## [INPUT]
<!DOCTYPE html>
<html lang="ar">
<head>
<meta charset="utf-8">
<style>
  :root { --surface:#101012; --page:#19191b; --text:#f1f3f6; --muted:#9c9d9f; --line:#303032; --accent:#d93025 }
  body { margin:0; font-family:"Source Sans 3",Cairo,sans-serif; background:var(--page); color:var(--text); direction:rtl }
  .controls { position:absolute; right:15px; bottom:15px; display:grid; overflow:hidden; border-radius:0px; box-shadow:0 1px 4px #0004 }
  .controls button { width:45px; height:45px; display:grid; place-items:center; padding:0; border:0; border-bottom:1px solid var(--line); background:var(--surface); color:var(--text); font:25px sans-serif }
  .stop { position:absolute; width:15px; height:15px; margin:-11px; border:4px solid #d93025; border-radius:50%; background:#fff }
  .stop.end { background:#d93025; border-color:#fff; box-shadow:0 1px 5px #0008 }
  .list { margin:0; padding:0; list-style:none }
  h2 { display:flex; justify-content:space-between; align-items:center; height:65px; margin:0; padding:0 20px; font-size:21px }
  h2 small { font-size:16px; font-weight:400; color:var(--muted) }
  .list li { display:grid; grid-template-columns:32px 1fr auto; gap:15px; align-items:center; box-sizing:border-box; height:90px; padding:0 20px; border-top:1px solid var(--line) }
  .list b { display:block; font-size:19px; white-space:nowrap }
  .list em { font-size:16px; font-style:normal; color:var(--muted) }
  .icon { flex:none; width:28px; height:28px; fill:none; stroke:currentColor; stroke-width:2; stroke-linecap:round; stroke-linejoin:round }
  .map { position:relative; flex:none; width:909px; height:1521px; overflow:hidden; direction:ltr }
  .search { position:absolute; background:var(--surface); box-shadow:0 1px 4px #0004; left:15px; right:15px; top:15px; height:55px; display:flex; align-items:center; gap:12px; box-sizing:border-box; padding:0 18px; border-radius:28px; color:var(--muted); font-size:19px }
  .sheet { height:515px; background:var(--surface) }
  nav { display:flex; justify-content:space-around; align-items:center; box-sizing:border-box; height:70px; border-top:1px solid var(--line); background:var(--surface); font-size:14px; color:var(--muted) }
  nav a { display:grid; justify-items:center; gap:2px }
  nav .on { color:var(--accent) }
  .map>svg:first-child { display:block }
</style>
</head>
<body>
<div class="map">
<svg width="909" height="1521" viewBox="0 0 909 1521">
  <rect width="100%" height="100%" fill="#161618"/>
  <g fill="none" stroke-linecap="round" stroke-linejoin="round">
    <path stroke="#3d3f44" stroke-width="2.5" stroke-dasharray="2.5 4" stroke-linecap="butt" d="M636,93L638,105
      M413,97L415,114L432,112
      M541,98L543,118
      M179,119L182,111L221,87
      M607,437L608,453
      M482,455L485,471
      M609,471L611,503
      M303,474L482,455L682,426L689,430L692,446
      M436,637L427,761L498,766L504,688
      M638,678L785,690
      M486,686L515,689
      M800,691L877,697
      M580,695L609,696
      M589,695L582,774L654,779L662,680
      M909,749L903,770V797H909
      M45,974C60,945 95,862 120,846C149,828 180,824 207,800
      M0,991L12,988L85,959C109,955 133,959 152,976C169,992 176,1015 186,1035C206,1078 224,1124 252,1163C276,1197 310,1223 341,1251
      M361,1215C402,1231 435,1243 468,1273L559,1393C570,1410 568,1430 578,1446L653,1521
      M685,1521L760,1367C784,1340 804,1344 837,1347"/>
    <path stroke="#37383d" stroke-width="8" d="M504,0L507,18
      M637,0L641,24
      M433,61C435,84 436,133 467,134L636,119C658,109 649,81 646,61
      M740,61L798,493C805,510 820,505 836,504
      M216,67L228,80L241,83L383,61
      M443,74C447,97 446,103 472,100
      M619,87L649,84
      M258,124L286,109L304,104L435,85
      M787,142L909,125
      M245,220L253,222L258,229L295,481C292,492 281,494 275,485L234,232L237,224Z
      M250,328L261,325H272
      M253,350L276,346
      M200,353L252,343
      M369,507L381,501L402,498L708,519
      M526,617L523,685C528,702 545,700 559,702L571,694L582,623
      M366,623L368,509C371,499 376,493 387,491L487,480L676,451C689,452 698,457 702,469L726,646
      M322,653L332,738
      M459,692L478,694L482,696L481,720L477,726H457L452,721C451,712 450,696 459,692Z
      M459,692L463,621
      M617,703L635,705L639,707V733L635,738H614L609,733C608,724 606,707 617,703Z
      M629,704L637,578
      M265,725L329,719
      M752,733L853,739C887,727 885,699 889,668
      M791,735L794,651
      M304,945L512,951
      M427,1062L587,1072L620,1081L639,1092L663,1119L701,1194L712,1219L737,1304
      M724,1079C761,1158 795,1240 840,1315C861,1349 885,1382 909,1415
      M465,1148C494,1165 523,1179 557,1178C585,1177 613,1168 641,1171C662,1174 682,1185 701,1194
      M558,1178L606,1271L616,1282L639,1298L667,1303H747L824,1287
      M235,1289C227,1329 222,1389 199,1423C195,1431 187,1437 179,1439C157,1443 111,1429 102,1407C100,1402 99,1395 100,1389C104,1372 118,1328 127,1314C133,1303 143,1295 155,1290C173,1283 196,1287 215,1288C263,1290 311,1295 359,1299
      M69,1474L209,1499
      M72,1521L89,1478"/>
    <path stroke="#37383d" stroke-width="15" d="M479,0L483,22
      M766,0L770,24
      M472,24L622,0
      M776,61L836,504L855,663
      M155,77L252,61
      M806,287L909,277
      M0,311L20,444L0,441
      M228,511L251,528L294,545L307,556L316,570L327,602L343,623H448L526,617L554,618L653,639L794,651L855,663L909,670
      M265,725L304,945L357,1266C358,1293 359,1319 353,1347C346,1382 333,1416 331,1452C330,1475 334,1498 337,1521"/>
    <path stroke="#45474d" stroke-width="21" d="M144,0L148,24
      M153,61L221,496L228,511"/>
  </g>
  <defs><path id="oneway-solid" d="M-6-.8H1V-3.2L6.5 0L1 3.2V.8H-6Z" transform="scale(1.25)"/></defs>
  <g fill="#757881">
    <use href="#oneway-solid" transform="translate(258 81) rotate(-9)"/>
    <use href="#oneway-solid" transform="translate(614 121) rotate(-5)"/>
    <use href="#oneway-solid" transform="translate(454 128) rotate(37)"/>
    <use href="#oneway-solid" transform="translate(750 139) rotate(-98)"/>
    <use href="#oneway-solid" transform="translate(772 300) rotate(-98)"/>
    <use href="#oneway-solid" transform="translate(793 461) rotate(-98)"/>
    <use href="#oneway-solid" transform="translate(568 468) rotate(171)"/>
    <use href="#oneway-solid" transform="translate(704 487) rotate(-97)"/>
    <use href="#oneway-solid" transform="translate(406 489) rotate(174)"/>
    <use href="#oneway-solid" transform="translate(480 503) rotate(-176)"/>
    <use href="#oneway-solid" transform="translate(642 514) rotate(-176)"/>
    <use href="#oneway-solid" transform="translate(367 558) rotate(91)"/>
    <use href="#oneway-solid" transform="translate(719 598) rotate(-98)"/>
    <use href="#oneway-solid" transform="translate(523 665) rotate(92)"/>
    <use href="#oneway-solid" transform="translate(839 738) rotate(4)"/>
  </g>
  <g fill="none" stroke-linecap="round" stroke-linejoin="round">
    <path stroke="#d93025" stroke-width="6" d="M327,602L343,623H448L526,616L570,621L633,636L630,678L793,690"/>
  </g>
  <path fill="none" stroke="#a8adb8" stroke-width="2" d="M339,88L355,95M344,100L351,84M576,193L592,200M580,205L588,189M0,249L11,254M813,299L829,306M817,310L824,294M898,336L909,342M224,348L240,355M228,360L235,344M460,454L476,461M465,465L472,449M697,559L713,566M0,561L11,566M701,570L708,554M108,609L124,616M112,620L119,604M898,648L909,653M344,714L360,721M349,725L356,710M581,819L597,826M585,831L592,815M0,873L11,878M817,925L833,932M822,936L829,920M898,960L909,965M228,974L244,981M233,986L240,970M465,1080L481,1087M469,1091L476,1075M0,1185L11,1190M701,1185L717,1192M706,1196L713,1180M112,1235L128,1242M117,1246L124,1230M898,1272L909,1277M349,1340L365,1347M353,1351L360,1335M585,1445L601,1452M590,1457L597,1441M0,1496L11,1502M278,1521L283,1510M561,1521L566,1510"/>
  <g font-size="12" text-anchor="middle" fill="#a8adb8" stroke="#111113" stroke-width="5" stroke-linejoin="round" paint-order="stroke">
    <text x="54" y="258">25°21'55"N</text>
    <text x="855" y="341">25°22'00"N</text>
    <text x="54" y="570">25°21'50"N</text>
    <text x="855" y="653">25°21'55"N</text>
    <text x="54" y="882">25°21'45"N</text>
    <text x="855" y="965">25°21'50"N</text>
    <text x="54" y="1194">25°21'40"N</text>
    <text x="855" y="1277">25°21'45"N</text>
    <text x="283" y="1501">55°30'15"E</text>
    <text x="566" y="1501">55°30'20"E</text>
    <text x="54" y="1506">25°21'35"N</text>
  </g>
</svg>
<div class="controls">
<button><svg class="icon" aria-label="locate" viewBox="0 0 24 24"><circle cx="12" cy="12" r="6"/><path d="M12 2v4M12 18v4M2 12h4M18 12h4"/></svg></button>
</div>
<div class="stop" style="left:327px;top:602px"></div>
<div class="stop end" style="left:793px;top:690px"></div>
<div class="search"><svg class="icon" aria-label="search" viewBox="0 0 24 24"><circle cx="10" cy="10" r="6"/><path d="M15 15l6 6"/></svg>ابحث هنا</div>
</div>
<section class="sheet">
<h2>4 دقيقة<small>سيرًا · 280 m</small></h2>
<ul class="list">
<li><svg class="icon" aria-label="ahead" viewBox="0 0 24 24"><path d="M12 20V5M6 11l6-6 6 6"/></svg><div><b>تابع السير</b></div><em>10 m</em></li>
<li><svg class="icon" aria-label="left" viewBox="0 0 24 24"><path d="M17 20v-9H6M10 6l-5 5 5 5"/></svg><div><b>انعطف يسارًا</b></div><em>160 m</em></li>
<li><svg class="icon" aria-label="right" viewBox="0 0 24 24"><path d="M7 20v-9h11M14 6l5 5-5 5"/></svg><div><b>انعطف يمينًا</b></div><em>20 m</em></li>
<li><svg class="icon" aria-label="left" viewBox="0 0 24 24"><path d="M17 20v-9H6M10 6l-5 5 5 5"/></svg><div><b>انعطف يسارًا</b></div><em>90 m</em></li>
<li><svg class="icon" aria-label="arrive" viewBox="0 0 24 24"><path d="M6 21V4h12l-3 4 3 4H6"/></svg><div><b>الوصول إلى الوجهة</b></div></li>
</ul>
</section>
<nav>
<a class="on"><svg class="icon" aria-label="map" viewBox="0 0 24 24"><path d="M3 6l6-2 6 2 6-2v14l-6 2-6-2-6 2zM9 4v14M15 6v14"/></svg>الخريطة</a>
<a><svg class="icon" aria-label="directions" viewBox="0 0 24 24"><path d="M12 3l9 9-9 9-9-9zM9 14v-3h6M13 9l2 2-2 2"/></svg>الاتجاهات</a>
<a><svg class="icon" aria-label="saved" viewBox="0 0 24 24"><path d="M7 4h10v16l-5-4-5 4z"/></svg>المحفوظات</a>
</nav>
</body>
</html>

## [TASK ITEM]
Take the listing above from its first line through the line containing "position:absolute; right:15px; bottom:15px;", and transcribe that stretch exactly, with no other lines.

## [RESPONSE AREA]
<!DOCTYPE html>
<html lang="ar">
<head>
<meta charset="utf-8">
<style>
  :root { --surface:#101012; --page:#19191b; --text:#f1f3f6; --muted:#9c9d9f; --line:#303032; --accent:#d93025 }
  body { margin:0; font-family:"Source Sans 3",Cairo,sans-serif; background:var(--page); color:var(--text); direction:rtl }
  .controls { position:absolute; right:15px; bottom:15px; display:grid; overflow:hidden; border-radius:0px; box-shadow:0 1px 4px #0004 }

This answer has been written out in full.